--- Input records ---
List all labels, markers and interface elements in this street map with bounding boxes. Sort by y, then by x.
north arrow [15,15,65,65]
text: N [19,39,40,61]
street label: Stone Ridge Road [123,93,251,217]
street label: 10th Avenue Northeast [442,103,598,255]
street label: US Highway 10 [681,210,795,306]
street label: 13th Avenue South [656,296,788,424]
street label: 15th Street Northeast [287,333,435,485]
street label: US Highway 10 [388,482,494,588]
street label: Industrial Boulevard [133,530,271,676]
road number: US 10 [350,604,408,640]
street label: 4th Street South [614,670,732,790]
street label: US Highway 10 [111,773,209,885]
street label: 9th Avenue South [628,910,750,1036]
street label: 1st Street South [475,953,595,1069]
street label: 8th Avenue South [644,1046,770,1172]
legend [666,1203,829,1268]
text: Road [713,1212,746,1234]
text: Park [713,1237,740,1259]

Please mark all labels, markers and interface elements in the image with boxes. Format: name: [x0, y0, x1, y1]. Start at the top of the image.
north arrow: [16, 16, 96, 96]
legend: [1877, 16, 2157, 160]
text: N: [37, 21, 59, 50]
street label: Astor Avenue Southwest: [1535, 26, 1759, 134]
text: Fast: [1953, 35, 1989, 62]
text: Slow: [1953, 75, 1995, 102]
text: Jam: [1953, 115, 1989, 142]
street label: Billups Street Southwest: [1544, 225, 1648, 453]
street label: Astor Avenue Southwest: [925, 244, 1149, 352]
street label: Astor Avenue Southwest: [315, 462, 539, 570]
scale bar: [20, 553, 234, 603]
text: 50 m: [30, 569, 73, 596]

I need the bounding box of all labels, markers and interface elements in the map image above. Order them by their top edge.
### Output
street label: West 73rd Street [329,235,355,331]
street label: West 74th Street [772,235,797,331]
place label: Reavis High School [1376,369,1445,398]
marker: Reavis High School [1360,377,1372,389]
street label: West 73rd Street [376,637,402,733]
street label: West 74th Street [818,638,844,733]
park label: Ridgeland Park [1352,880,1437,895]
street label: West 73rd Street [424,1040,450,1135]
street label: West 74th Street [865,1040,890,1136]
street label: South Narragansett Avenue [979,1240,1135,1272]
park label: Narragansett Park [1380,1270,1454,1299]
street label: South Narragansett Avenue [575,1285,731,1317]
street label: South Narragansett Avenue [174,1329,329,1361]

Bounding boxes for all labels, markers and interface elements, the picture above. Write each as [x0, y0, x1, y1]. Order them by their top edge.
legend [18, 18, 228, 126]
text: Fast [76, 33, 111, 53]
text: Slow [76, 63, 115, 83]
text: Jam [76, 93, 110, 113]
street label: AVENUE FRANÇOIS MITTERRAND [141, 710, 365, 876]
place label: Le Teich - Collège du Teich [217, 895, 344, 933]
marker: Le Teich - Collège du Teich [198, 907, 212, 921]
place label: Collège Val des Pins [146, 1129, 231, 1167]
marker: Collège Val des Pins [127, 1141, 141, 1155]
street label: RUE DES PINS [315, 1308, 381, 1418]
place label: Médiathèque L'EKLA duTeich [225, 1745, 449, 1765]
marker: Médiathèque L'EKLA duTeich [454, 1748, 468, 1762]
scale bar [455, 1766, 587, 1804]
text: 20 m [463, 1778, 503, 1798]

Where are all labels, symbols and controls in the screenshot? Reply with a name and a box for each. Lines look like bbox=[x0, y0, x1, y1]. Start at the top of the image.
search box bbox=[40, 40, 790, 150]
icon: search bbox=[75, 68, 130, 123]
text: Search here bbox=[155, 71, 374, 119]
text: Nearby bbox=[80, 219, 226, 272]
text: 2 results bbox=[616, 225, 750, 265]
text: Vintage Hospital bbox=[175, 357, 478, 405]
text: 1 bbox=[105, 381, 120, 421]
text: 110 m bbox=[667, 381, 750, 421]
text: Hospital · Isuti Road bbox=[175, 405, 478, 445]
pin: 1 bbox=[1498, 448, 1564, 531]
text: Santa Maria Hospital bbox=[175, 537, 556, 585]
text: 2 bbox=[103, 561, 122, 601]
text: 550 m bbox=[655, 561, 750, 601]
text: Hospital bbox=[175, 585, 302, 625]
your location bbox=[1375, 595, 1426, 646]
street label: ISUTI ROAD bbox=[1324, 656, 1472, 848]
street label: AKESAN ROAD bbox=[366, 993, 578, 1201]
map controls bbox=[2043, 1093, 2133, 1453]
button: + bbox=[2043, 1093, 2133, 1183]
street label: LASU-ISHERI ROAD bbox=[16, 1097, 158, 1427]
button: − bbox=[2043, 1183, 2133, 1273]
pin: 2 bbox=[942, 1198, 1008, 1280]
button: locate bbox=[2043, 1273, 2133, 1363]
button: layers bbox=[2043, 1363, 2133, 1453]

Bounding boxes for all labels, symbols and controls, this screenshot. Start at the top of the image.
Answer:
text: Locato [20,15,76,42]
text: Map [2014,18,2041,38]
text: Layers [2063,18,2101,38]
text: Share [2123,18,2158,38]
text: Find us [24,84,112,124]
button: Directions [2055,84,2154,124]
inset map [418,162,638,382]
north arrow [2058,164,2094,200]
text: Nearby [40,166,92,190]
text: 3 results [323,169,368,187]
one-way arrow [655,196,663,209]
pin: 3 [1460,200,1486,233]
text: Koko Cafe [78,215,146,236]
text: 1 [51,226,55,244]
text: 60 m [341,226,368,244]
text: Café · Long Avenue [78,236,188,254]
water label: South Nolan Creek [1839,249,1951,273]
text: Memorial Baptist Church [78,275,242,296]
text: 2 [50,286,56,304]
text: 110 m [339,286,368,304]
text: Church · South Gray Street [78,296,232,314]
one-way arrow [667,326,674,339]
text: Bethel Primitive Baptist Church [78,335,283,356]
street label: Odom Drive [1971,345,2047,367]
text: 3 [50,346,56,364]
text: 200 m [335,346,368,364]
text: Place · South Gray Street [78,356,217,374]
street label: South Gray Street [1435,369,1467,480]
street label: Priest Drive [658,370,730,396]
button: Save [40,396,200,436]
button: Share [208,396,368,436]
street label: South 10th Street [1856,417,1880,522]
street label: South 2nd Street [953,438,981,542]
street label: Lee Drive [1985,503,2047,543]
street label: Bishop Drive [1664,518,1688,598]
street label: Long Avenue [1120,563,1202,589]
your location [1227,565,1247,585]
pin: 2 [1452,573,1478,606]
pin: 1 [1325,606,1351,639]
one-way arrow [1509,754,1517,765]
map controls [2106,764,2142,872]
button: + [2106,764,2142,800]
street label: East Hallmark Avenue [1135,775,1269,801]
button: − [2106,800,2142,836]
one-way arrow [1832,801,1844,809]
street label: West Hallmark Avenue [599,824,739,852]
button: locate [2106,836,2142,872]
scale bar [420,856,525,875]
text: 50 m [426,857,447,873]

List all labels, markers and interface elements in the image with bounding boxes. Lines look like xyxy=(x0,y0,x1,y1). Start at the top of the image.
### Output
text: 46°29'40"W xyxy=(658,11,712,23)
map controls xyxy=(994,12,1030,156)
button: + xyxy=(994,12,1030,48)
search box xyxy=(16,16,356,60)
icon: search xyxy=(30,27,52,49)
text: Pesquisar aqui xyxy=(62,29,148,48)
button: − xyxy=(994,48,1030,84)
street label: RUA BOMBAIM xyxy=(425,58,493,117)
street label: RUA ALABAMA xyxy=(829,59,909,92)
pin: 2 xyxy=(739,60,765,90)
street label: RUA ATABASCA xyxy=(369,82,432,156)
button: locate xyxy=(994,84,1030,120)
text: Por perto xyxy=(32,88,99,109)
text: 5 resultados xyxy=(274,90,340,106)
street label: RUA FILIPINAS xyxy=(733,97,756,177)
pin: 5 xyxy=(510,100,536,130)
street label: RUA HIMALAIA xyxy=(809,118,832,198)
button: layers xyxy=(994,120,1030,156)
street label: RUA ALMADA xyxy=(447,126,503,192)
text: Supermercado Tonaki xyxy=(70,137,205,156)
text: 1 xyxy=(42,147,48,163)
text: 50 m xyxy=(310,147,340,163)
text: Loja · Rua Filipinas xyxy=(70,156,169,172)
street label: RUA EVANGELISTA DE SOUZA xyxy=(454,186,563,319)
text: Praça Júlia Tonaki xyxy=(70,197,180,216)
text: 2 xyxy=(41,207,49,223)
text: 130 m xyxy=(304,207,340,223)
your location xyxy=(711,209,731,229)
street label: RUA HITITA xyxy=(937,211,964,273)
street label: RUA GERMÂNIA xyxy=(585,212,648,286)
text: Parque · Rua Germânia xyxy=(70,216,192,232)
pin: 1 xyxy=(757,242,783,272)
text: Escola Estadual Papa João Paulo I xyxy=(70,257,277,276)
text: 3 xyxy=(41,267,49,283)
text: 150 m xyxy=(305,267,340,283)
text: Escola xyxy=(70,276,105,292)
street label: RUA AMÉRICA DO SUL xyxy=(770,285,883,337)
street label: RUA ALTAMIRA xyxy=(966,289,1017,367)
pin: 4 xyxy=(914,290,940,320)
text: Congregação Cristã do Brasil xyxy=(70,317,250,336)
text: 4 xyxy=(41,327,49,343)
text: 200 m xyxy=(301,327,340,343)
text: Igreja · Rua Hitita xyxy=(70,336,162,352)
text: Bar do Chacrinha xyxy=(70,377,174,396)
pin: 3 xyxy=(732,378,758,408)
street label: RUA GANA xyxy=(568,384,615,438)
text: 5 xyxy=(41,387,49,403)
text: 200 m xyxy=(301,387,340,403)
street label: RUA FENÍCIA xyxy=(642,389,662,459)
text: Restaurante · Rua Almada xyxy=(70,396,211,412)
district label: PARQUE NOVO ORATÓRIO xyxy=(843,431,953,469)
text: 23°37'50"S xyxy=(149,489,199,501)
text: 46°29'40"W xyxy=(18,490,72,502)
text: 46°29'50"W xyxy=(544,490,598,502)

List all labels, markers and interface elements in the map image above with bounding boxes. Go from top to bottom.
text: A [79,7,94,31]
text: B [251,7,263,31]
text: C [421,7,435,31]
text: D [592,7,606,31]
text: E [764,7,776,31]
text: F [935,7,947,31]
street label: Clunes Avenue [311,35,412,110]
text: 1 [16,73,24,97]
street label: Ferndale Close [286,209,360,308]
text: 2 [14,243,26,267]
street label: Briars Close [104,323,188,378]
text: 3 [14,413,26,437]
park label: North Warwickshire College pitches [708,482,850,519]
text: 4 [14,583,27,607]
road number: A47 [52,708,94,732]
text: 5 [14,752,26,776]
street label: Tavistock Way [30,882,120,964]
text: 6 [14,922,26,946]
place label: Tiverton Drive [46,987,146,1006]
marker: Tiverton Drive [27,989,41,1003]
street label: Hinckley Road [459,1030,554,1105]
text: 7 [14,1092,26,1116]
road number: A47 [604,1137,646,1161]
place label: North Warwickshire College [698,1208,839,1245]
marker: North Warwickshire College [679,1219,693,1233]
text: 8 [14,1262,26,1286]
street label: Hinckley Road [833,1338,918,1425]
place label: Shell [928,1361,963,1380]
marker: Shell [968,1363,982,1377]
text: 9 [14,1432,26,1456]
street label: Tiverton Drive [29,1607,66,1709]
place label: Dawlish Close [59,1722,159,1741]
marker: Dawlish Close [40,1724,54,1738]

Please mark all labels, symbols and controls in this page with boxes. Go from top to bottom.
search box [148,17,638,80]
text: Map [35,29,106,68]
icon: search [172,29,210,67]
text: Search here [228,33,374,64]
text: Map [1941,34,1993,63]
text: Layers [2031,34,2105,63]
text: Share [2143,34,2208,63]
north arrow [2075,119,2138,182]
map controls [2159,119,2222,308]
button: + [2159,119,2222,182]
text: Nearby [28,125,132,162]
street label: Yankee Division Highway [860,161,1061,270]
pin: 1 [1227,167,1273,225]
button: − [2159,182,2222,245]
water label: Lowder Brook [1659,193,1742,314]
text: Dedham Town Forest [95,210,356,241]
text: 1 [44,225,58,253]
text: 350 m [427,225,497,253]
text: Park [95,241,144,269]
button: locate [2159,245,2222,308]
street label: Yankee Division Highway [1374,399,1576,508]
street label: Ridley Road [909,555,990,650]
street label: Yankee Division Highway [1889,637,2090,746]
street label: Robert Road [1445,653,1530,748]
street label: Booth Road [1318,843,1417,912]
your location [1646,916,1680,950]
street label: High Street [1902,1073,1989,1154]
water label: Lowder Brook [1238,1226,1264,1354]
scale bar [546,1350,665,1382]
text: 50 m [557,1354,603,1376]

--- Try it ---
In the records above, find each line with the string "Long" and list it.

--- Response area ---
text: Café · Long Avenue [78,236,188,254]
street label: Long Avenue [1120,563,1202,589]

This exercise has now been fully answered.